▸ **Task item**: Copy each line from the entries that the word "solid" appears in.

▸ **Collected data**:
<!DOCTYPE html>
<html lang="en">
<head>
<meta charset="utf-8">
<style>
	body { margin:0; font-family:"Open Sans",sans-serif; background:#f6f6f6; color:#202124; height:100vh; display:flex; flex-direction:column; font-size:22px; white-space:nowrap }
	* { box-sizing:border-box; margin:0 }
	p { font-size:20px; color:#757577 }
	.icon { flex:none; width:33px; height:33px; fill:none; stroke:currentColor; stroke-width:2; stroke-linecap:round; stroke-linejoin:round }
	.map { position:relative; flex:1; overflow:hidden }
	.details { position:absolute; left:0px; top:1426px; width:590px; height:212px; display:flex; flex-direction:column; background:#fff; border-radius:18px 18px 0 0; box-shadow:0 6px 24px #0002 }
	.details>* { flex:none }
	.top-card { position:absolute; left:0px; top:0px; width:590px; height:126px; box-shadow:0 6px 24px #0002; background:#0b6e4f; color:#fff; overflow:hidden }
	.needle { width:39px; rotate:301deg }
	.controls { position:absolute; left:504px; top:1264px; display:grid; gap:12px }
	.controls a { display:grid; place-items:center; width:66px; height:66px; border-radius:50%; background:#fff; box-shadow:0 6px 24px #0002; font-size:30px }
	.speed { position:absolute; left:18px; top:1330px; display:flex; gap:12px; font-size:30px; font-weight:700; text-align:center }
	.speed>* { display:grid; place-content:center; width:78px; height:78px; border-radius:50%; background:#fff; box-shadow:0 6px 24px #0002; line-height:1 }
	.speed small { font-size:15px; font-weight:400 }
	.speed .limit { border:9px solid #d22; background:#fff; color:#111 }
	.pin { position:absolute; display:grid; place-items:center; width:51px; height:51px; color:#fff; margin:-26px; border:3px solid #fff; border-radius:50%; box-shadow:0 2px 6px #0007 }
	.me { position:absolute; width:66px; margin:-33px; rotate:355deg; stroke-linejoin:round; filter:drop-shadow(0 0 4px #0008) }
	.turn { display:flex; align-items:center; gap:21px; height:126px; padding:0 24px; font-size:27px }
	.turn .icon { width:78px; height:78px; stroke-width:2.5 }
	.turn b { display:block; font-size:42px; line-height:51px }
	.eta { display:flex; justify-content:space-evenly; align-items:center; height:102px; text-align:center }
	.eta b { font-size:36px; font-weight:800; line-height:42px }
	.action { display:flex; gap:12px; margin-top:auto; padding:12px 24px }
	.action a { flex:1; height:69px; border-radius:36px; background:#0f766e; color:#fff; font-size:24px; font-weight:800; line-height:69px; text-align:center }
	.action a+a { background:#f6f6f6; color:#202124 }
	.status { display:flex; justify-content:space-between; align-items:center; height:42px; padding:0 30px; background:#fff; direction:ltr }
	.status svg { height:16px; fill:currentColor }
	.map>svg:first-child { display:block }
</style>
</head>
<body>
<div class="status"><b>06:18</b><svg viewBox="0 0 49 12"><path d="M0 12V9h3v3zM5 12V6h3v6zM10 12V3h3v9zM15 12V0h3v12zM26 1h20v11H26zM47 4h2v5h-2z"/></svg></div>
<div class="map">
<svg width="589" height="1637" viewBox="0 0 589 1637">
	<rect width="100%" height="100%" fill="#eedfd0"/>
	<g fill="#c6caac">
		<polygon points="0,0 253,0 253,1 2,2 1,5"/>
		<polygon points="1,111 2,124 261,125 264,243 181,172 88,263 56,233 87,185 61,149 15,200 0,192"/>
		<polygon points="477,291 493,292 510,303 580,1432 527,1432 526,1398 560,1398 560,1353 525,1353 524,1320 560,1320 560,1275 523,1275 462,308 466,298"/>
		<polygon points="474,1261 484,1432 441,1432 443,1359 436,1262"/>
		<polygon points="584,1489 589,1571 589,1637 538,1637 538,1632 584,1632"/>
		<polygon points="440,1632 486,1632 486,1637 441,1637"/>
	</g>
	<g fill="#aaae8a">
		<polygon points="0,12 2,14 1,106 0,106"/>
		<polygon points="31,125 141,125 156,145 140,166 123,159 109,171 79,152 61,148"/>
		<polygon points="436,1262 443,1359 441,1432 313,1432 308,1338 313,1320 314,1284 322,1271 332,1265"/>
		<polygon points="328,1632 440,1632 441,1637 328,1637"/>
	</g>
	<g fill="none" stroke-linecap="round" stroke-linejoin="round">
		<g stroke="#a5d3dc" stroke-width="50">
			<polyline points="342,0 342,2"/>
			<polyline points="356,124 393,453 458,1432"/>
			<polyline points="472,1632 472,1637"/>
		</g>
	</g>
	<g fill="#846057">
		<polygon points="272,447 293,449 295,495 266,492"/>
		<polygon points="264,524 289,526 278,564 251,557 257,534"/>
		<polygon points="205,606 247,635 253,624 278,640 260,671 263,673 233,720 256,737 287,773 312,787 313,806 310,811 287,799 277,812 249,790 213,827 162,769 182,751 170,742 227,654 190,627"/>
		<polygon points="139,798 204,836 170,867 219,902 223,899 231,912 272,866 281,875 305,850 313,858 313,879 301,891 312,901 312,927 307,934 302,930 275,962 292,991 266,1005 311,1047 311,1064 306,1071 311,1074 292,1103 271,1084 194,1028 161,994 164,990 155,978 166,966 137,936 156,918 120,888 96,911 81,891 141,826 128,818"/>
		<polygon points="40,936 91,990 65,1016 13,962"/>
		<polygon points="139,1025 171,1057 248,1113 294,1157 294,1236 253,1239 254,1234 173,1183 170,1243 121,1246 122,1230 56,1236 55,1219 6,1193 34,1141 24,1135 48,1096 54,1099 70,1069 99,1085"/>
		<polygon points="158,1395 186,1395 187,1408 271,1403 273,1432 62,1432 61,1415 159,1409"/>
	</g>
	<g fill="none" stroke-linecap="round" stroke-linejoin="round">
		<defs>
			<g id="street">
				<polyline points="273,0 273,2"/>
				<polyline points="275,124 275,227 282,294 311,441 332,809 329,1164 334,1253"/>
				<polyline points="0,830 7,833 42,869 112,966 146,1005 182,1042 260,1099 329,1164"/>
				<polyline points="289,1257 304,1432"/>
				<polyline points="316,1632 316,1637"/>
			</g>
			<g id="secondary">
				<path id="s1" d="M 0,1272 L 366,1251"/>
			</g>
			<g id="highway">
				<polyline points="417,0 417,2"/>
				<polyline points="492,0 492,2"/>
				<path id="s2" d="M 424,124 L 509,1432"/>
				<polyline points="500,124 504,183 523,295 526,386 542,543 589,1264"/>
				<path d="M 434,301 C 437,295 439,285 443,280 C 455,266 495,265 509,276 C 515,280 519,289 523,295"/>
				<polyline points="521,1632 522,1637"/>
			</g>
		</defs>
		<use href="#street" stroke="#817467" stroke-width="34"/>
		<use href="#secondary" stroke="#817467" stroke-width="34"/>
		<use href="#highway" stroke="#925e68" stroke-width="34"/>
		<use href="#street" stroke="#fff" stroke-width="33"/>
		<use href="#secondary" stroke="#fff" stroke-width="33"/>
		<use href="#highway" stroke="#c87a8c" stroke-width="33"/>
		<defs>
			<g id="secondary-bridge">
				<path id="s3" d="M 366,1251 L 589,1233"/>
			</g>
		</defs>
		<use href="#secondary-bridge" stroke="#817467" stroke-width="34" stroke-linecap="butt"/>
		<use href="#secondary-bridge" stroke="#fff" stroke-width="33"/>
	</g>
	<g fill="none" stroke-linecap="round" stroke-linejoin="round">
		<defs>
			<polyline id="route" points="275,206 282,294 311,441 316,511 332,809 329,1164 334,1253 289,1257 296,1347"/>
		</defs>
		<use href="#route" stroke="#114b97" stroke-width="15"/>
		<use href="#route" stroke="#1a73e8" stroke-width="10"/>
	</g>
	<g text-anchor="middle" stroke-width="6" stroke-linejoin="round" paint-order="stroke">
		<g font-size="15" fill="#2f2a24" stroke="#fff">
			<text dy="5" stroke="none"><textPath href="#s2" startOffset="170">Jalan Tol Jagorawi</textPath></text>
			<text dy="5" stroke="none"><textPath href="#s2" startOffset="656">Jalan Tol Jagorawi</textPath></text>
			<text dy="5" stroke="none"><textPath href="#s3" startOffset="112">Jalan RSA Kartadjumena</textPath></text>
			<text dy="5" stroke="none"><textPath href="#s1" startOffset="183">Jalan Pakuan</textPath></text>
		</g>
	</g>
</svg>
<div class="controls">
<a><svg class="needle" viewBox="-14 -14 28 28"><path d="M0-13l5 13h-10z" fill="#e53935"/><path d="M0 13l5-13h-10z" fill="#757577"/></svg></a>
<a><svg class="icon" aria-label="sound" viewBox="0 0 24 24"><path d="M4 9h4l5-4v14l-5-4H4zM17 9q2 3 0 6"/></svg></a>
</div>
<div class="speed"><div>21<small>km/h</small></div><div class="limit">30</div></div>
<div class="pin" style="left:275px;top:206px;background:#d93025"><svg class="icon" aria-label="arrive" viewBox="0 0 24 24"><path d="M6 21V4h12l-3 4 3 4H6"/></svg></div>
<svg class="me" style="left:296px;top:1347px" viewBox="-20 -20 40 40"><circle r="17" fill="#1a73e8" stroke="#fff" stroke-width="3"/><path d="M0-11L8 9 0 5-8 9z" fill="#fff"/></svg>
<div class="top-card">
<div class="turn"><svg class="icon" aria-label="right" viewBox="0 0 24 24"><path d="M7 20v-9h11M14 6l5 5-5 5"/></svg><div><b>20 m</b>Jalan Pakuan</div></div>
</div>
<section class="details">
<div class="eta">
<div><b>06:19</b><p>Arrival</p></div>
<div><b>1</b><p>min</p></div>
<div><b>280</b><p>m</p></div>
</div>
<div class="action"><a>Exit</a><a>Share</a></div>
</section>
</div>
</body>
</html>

▸ **Worked solution**:
	.speed .limit { border:9px solid #d22; background:#fff; color:#111 }
	.pin { position:absolute; display:grid; place-items:center; width:51px; height:51px; color:#fff; margin:-26px; border:3px solid #fff; border-radius:50%; box-shadow:0 2px 6px #0007 }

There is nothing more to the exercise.